◆ **WHAT IS NEEDED**
Without including any pictures, reproduce all the lines below word for word.

◆ **Stored data**
····················

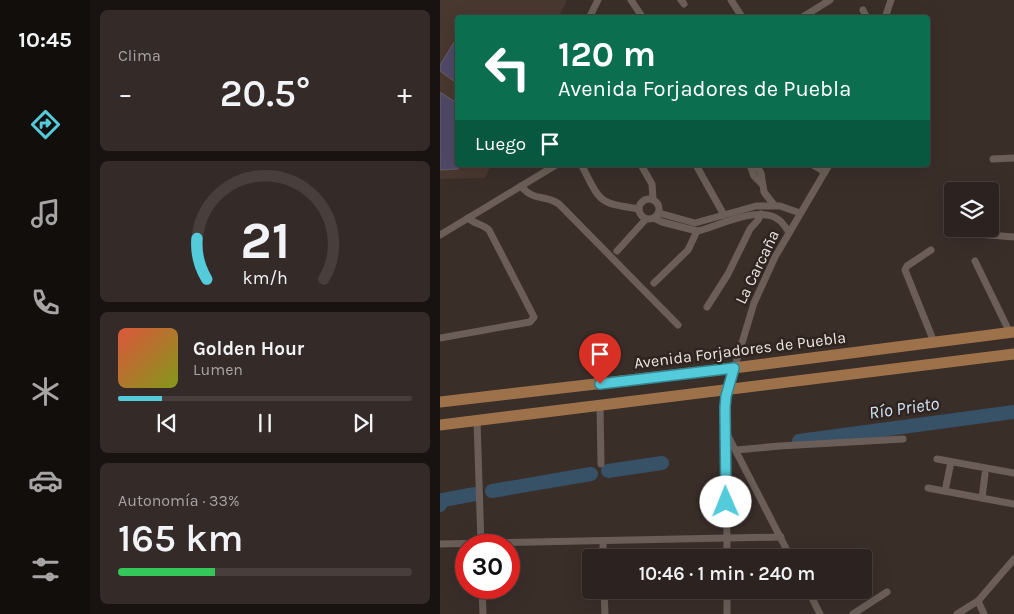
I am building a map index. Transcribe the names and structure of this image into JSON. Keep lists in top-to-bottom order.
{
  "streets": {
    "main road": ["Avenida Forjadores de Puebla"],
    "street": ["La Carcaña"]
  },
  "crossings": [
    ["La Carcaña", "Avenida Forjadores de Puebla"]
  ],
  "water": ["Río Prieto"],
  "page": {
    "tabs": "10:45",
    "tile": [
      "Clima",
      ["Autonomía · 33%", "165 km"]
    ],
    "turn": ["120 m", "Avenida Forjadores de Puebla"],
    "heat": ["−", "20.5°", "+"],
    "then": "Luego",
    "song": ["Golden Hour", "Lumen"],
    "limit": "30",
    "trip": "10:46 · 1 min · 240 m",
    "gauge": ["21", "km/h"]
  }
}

····················

◆ **ANSWER SECTION**
I am building a map index. Transcribe the names and structure of this image into JSON. Keep lists in top-to-bottom order.
{
  "streets": {
    "main road": ["Avenida Forjadores de Puebla"],
    "street": ["La Carcaña"]
  },
  "crossings": [
    ["La Carcaña", "Avenida Forjadores de Puebla"]
  ],
  "water": ["Río Prieto"],
  "page": {
    "tabs": "10:45",
    "tile": [
      "Clima",
      ["Autonomía · 33%", "165 km"]
    ],
    "turn": ["120 m", "Avenida Forjadores de Puebla"],
    "heat": ["−", "20.5°", "+"],
    "then": "Luego",
    "song": ["Golden Hour", "Lumen"],
    "limit": "30",
    "trip": "10:46 · 1 min · 240 m",
    "gauge": ["21", "km/h"]
  }
}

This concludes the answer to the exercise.